The euro weakened to a one-decade low against the yen, and commodities markets witnessed a sell-off led by copper, oil, gold and silver on concerns that the European debt crisis would not be contained. Asian markets declined, with Gulf stocks posting losses for the second day this week.
The focus on defensive stocks is part of a wider trend among analysts worldwide.
JPMorgan yesterday said Coca-Cola was among 26 stocks that might return more than the market if US equities drop as they did after the collapse of Lehman Brothers in 2008.
Al Marai, which supplies milk to most supermarket chains across the Gulf, has expanded its product range to include poultry and bread.
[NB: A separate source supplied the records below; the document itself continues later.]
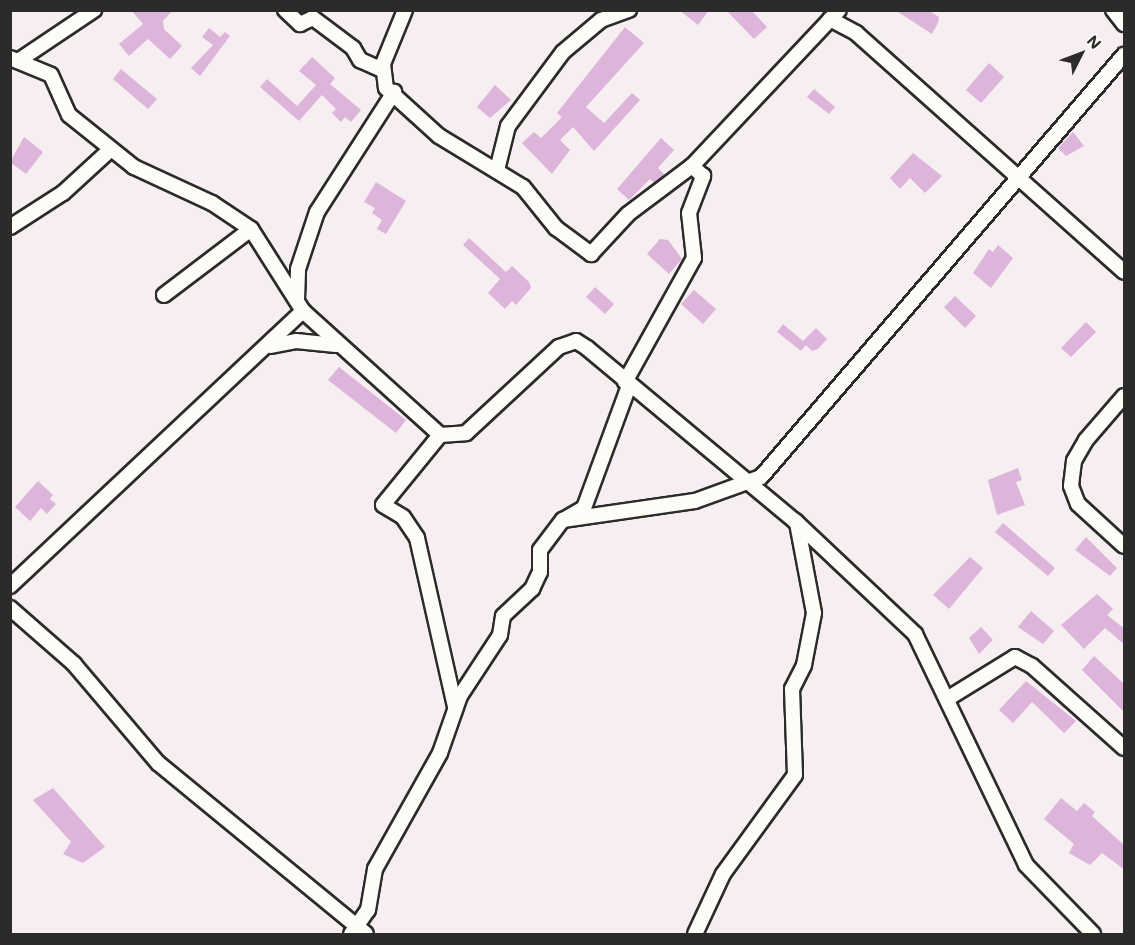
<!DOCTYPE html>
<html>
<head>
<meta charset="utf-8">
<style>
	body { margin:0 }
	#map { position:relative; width:1135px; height:945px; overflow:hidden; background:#f7eef1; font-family:Mali,sans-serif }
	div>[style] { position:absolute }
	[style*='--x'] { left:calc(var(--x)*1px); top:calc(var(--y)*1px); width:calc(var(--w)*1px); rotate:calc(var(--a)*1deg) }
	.building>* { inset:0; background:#ddb4da }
	.roads { filter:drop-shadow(2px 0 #2b2b2b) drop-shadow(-2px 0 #2b2b2b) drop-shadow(0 2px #2b2b2b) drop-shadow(0 -2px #2b2b2b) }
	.minor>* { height:14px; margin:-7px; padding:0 7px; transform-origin:7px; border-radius:7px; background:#fdfcf7 }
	span { translate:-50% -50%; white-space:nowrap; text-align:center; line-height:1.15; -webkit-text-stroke:4.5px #fdfcf7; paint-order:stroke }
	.frame { position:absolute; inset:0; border:12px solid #2b2b2b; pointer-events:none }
	.north { position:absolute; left:1051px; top:24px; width:60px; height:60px; -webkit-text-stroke:4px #fdfcf7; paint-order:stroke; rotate:48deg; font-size:16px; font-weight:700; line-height:24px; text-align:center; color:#2b2b2b }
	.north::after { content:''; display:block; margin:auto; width:21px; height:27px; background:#2b2b2b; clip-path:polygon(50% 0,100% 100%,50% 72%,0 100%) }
</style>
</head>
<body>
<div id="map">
	<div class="building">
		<div style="clip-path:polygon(131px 10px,173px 10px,163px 21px,164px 29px,182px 46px,170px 59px,148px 39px,129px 56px,119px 44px,143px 24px)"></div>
		<div style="clip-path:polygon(679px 10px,709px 10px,698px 25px)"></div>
		<div style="clip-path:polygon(726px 10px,751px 10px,767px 27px,754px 39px)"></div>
		<div style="clip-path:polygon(895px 10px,928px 10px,939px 17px,938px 23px,932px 34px)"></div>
		<div style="clip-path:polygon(625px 27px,644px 43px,586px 107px,604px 123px,632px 93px,640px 100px,594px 151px,573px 127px,560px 140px,570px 150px,552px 174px,522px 143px,534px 132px,541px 138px,562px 117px,557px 113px)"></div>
		<div style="clip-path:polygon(209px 28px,220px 37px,225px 32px,230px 36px,200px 76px,191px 68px,213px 45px,202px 37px)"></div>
		<div style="clip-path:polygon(312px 57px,335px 78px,330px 84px,361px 110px,351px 122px,345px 117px,341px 122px,332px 113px,336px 109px,322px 95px,299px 121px,260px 87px,267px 79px,297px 106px,316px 85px,299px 71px)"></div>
		<div style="clip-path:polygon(989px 63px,1004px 77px,981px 103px,966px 90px)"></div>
		<div style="clip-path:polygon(121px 69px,157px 99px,148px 109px,113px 79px)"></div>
		<div style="clip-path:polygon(495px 85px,511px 100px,490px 118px,477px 107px)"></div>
		<div style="clip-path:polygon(814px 89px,835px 107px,829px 114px,807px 97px)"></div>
		<div style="clip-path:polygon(1073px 132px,1084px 146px,1066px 156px,1058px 148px)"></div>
		<div style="clip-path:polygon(24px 137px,43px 152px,26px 174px,10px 162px)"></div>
		<div style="clip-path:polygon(661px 138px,674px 150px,658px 168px,665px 175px,654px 183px,650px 179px,629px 200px,617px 189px)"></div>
		<div style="clip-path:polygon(913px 153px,942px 176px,925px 193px,910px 178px,900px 189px,890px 178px)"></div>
		<div style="clip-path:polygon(376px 182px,406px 201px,386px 234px,377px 229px,382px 220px,372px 213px,375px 208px,364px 202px)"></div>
		<div style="clip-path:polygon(469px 238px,506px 272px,512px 266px,529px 282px,531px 288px,516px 305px,512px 301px,505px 309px,488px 293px,500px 279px,463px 245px)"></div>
		<div style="clip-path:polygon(660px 239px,668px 240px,682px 259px,669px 274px,647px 254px)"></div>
		<div style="clip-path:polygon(998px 245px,1013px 258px,991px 288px,973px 273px,989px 249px,993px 252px)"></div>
		<div style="clip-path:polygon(595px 287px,614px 304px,605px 314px,586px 297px)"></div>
		<div style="clip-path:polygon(694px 290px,716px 309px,703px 324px,681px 304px)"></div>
		<div style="clip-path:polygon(955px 296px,976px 316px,965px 328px,944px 307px)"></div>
		<div style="clip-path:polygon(1086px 322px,1096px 332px,1071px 357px,1061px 348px)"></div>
		<div style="clip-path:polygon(783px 324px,803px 341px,816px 328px,827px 339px,818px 349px,812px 351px,806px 345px,801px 351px,777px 332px)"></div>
		<div style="clip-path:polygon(339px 367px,406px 420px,396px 433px,328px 380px)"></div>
		<div style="clip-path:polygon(1018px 468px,1022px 480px,1016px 482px,1025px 505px,997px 515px,988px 480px)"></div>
		<div style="clip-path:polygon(38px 481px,53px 495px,50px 499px,56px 504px,47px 514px,41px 508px,30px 521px,15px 507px)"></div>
		<div style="clip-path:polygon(1003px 523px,1055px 568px,1048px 576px,995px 532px)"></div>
		<div style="clip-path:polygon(1086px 537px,1117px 568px,1110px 576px,1075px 550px)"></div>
		<div style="clip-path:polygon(970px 557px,983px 568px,949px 609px,933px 595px)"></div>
		<div style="clip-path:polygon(1097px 594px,1113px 609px,1107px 615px,1125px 629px,1125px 645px,1105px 628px,1084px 649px,1061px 625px)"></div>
		<div style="clip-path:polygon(1031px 611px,1054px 631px,1043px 644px,1018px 627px)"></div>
		<div style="clip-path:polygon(981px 627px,993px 640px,979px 654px,969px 638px)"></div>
		<div style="clip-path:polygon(1094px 656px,1125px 685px,1125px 713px,1082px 670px)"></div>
		<div style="clip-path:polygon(1026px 681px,1076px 721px,1064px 733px,1032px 702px,1013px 723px,999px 710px)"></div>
		<div style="clip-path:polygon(53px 788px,105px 847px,83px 863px,63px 854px,71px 842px,33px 800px)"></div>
		<div style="clip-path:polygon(1061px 798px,1077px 811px,1084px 803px,1095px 812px,1092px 816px,1125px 846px,1125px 870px,1102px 853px,1090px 865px,1069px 853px,1074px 844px,1044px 819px)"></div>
	</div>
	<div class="roads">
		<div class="minor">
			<div style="--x:285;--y:10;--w:21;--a:43"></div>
			<div style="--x:300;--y:24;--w:14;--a:-25"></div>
			<div style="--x:313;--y:18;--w:50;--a:36.9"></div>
			<div style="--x:353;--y:48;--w:14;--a:60"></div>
			<div style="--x:360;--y:60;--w:24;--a:24"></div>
			<div style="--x:405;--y:10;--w:58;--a:112.2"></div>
			<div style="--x:383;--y:64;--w:24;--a:83"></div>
			<div style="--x:386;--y:88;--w:72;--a:42.2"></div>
			<div style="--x:439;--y:136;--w:98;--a:31.3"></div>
			<div style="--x:523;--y:187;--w:53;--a:51.2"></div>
			<div style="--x:556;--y:228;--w:44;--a:36.6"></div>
			<div style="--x:591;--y:254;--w:54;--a:-47.2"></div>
			<div style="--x:628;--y:214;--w:80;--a:-36.9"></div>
			<div style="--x:692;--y:166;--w:214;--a:-46.7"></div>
			<div style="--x:1113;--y:10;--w:18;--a:52"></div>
			<div style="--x:830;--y:19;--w:30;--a:28"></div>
			<div style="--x:856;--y:33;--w:359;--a:41.7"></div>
			<div style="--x:10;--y:58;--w:44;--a:22.5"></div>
			<div style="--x:51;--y:75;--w:44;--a:65.8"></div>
			<div style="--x:69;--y:115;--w:83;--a:38.7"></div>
			<div style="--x:134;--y:167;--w:86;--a:24.8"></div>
			<div style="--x:212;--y:203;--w:47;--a:33.7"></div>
			<div style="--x:251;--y:229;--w:97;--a:57.6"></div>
			<div style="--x:303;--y:311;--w:185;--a:42.1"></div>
			<div style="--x:440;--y:435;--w:26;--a:-4"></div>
			<div style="--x:466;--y:433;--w:127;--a:-42.8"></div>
			<div style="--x:559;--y:347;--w:18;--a:-19"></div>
			<div style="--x:576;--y:341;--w:13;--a:32"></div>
			<div style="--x:587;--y:348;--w:271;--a:39.8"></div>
			<div style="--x:795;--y:521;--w:165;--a:43.3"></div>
			<div style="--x:915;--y:634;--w:256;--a:64.3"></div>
			<div style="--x:1026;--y:865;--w:96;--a:45.8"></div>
			<div style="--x:18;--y:61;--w:92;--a:-33.9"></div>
			<div style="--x:497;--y:170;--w:45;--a:-76"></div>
			<div style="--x:508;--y:126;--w:92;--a:-53.4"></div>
			<div style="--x:563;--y:52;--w:50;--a:-40.1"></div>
			<div style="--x:601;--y:20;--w:30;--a:-20"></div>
			<div style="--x:10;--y:227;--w:63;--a:-32.7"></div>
			<div style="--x:63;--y:193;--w:64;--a:-42.5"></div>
			<div style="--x:164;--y:295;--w:109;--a:-37.2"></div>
			<div style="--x:297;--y:300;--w:31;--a:-88"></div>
			<div style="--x:298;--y:269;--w:60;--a:-71.6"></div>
			<div style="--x:317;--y:212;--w:143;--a:-57.3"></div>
			<div style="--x:271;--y:346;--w:25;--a:-11"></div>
			<div style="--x:296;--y:341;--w:40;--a:5.7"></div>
			<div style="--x:625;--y:382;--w:142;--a:-60.9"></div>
			<div style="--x:694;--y:258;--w:45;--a:-96.3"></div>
			<div style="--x:689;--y:213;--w:40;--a:-69"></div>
			<div style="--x:703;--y:176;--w:15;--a:-138"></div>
			<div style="--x:1124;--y:396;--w:58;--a:130.8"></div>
			<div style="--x:1086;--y:440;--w:24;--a:120"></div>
			<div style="--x:1074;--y:461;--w:25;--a:97"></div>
			<div style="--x:1071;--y:486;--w:19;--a:69"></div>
			<div style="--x:1078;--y:504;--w:62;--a:42.4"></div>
			<div style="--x:440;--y:435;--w:90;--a:129.2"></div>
			<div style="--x:383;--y:505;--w:23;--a:31"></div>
			<div style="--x:403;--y:517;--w:25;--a:56"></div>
			<div style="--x:417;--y:538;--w:173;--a:77.3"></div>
			<div style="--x:563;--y:520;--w:133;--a:-8.2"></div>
			<div style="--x:695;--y:501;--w:70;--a:-20"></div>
			<div style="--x:761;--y:477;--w:557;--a:-49.3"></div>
			<div style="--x:10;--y:586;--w:402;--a:-43.2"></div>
			<div style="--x:10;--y:608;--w:85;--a:41.2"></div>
			<div style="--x:74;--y:664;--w:130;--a:49.7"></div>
			<div style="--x:158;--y:763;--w:269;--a:39.4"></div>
			<div style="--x:947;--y:699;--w:80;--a:-31.7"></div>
			<div style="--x:1015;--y:657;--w:19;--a:28"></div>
			<div style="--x:1032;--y:666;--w:123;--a:41.7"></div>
			<div style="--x:351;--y:934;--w:29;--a:-55"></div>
			<div style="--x:368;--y:910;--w:42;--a:-80.3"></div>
			<div style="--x:375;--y:869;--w:133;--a:-60.7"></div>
			<div style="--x:440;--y:753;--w:60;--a:-70.7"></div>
			<div style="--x:460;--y:696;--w:73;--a:-56.7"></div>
			<div style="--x:500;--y:635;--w:19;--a:-81"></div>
			<div style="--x:503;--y:616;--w:40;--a:-43"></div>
			<div style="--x:532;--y:589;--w:19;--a:-65"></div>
			<div style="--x:540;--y:572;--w:22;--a:-90"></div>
			<div style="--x:540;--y:550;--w:38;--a:-53"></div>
			<div style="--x:563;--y:520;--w:24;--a:-30"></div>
			<div style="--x:584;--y:508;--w:130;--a:-69.8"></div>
			<div style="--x:695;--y:934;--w:66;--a:-65"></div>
			<div style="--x:723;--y:874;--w:122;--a:-54"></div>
			<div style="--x:795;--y:775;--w:86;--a:-92"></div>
			<div style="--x:792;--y:689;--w:27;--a:-63"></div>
			<div style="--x:804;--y:665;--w:53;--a:-79.1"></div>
			<div style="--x:814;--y:613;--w:92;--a:-100.7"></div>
		</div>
	</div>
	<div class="frame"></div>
	<div class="north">N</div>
</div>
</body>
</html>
The stock trades at 15.7 times price to earnings. The company was launched in 1976 by Saudi Prince Sultan bin Mohammed bin Saud Al Kabeer, who continues to lead the company. It went public on the Saudi Tadawul in 2005 and now has a market capitalisation of US$6.9 billion.
Jarir, which has a strong position in books, and office and school supplies, trades at 16.3 times price to earnings. The company should benefit from Saudi Arabia's rising population, improving education and modernising lifestyle. Jarir reported a nearly 30 per cent jump in net profit in the second quarter to 98.5 million riyals from 75.8m riyals a year earlier.